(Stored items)
....
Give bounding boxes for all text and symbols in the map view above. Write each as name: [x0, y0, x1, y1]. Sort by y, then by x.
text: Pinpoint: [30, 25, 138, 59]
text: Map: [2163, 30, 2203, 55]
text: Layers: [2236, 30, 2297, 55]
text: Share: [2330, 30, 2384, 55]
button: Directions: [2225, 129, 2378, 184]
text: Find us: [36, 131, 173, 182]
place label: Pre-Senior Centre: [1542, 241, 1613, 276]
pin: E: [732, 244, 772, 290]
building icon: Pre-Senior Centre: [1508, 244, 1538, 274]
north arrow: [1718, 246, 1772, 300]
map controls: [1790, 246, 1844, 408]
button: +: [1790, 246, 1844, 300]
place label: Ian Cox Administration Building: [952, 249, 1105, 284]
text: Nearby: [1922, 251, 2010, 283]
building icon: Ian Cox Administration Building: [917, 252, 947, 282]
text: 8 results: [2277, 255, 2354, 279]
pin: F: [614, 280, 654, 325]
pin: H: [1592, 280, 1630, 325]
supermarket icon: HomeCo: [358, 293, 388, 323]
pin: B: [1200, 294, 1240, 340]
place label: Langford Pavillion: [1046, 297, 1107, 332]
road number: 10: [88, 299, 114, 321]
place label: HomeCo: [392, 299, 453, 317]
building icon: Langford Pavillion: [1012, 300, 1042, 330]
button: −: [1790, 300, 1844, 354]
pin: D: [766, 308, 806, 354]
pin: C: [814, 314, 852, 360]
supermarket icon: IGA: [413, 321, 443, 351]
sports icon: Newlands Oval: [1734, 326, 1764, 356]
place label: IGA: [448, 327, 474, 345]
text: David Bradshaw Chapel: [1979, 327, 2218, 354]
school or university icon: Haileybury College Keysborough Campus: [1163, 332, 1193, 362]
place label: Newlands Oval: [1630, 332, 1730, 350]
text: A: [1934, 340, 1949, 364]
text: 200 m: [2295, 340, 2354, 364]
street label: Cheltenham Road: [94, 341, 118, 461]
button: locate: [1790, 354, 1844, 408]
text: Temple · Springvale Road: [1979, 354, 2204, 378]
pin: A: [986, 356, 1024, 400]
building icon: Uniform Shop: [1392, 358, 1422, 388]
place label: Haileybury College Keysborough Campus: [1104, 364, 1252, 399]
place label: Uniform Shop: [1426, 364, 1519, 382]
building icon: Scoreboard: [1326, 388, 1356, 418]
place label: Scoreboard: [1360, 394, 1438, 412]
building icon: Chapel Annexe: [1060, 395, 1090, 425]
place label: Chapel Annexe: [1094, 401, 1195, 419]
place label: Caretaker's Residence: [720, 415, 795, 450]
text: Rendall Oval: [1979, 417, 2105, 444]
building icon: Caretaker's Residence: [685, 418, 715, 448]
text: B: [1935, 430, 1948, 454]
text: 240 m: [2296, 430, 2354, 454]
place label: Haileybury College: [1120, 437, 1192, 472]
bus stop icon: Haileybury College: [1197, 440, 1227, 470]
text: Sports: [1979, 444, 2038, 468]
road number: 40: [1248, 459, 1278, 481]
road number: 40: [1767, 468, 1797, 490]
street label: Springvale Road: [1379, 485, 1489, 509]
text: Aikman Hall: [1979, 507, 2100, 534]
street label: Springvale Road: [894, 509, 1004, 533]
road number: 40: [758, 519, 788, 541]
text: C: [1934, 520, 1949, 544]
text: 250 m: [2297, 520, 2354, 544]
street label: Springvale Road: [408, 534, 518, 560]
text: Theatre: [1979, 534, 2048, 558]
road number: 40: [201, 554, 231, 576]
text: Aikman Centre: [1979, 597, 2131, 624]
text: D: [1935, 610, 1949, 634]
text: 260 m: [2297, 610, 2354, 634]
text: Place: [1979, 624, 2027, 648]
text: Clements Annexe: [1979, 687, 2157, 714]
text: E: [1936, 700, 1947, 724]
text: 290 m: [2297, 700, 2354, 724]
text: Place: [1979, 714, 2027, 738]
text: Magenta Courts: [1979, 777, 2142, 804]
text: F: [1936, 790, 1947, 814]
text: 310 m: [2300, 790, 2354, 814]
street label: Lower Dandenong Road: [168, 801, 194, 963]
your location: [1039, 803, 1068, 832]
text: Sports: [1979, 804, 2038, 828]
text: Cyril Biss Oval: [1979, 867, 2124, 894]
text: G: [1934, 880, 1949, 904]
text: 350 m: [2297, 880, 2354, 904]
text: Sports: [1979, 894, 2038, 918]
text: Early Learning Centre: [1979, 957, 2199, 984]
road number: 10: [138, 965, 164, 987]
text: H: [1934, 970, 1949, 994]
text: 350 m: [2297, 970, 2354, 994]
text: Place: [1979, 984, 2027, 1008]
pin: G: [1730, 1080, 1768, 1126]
....
- Assignment -
Your reply should consist of the records, duplicated exactly.

- Completed task -
Give bounding boxes for all text and symbols in the map view above. Write each as name: [x0, y0, x1, y1]. Sort by y, then by x.
text: Pinpoint: [30, 25, 138, 59]
text: Map: [2163, 30, 2203, 55]
text: Layers: [2236, 30, 2297, 55]
text: Share: [2330, 30, 2384, 55]
button: Directions: [2225, 129, 2378, 184]
text: Find us: [36, 131, 173, 182]
place label: Pre-Senior Centre: [1542, 241, 1613, 276]
pin: E: [732, 244, 772, 290]
building icon: Pre-Senior Centre: [1508, 244, 1538, 274]
north arrow: [1718, 246, 1772, 300]
map controls: [1790, 246, 1844, 408]
button: +: [1790, 246, 1844, 300]
place label: Ian Cox Administration Building: [952, 249, 1105, 284]
text: Nearby: [1922, 251, 2010, 283]
building icon: Ian Cox Administration Building: [917, 252, 947, 282]
text: 8 results: [2277, 255, 2354, 279]
pin: F: [614, 280, 654, 325]
pin: H: [1592, 280, 1630, 325]
supermarket icon: HomeCo: [358, 293, 388, 323]
pin: B: [1200, 294, 1240, 340]
place label: Langford Pavillion: [1046, 297, 1107, 332]
road number: 10: [88, 299, 114, 321]
place label: HomeCo: [392, 299, 453, 317]
building icon: Langford Pavillion: [1012, 300, 1042, 330]
button: −: [1790, 300, 1844, 354]
pin: D: [766, 308, 806, 354]
pin: C: [814, 314, 852, 360]
supermarket icon: IGA: [413, 321, 443, 351]
sports icon: Newlands Oval: [1734, 326, 1764, 356]
place label: IGA: [448, 327, 474, 345]
text: David Bradshaw Chapel: [1979, 327, 2218, 354]
school or university icon: Haileybury College Keysborough Campus: [1163, 332, 1193, 362]
place label: Newlands Oval: [1630, 332, 1730, 350]
text: A: [1934, 340, 1949, 364]
text: 200 m: [2295, 340, 2354, 364]
street label: Cheltenham Road: [94, 341, 118, 461]
button: locate: [1790, 354, 1844, 408]
text: Temple · Springvale Road: [1979, 354, 2204, 378]
pin: A: [986, 356, 1024, 400]
building icon: Uniform Shop: [1392, 358, 1422, 388]
place label: Haileybury College Keysborough Campus: [1104, 364, 1252, 399]
place label: Uniform Shop: [1426, 364, 1519, 382]
building icon: Scoreboard: [1326, 388, 1356, 418]
place label: Scoreboard: [1360, 394, 1438, 412]
building icon: Chapel Annexe: [1060, 395, 1090, 425]
place label: Chapel Annexe: [1094, 401, 1195, 419]
place label: Caretaker's Residence: [720, 415, 795, 450]
text: Rendall Oval: [1979, 417, 2105, 444]
building icon: Caretaker's Residence: [685, 418, 715, 448]
text: B: [1935, 430, 1948, 454]
text: 240 m: [2296, 430, 2354, 454]
place label: Haileybury College: [1120, 437, 1192, 472]
bus stop icon: Haileybury College: [1197, 440, 1227, 470]
text: Sports: [1979, 444, 2038, 468]
road number: 40: [1248, 459, 1278, 481]
road number: 40: [1767, 468, 1797, 490]
street label: Springvale Road: [1379, 485, 1489, 509]
text: Aikman Hall: [1979, 507, 2100, 534]
street label: Springvale Road: [894, 509, 1004, 533]
road number: 40: [758, 519, 788, 541]
text: C: [1934, 520, 1949, 544]
text: 250 m: [2297, 520, 2354, 544]
street label: Springvale Road: [408, 534, 518, 560]
text: Theatre: [1979, 534, 2048, 558]
road number: 40: [201, 554, 231, 576]
text: Aikman Centre: [1979, 597, 2131, 624]
text: D: [1935, 610, 1949, 634]
text: 260 m: [2297, 610, 2354, 634]
text: Place: [1979, 624, 2027, 648]
text: Clements Annexe: [1979, 687, 2157, 714]
text: E: [1936, 700, 1947, 724]
text: 290 m: [2297, 700, 2354, 724]
text: Place: [1979, 714, 2027, 738]
text: Magenta Courts: [1979, 777, 2142, 804]
text: F: [1936, 790, 1947, 814]
text: 310 m: [2300, 790, 2354, 814]
street label: Lower Dandenong Road: [168, 801, 194, 963]
your location: [1039, 803, 1068, 832]
text: Sports: [1979, 804, 2038, 828]
text: Cyril Biss Oval: [1979, 867, 2124, 894]
text: G: [1934, 880, 1949, 904]
text: 350 m: [2297, 880, 2354, 904]
text: Sports: [1979, 894, 2038, 918]
text: Early Learning Centre: [1979, 957, 2199, 984]
road number: 10: [138, 965, 164, 987]
text: H: [1934, 970, 1949, 994]
text: 350 m: [2297, 970, 2354, 994]
text: Place: [1979, 984, 2027, 1008]
pin: G: [1730, 1080, 1768, 1126]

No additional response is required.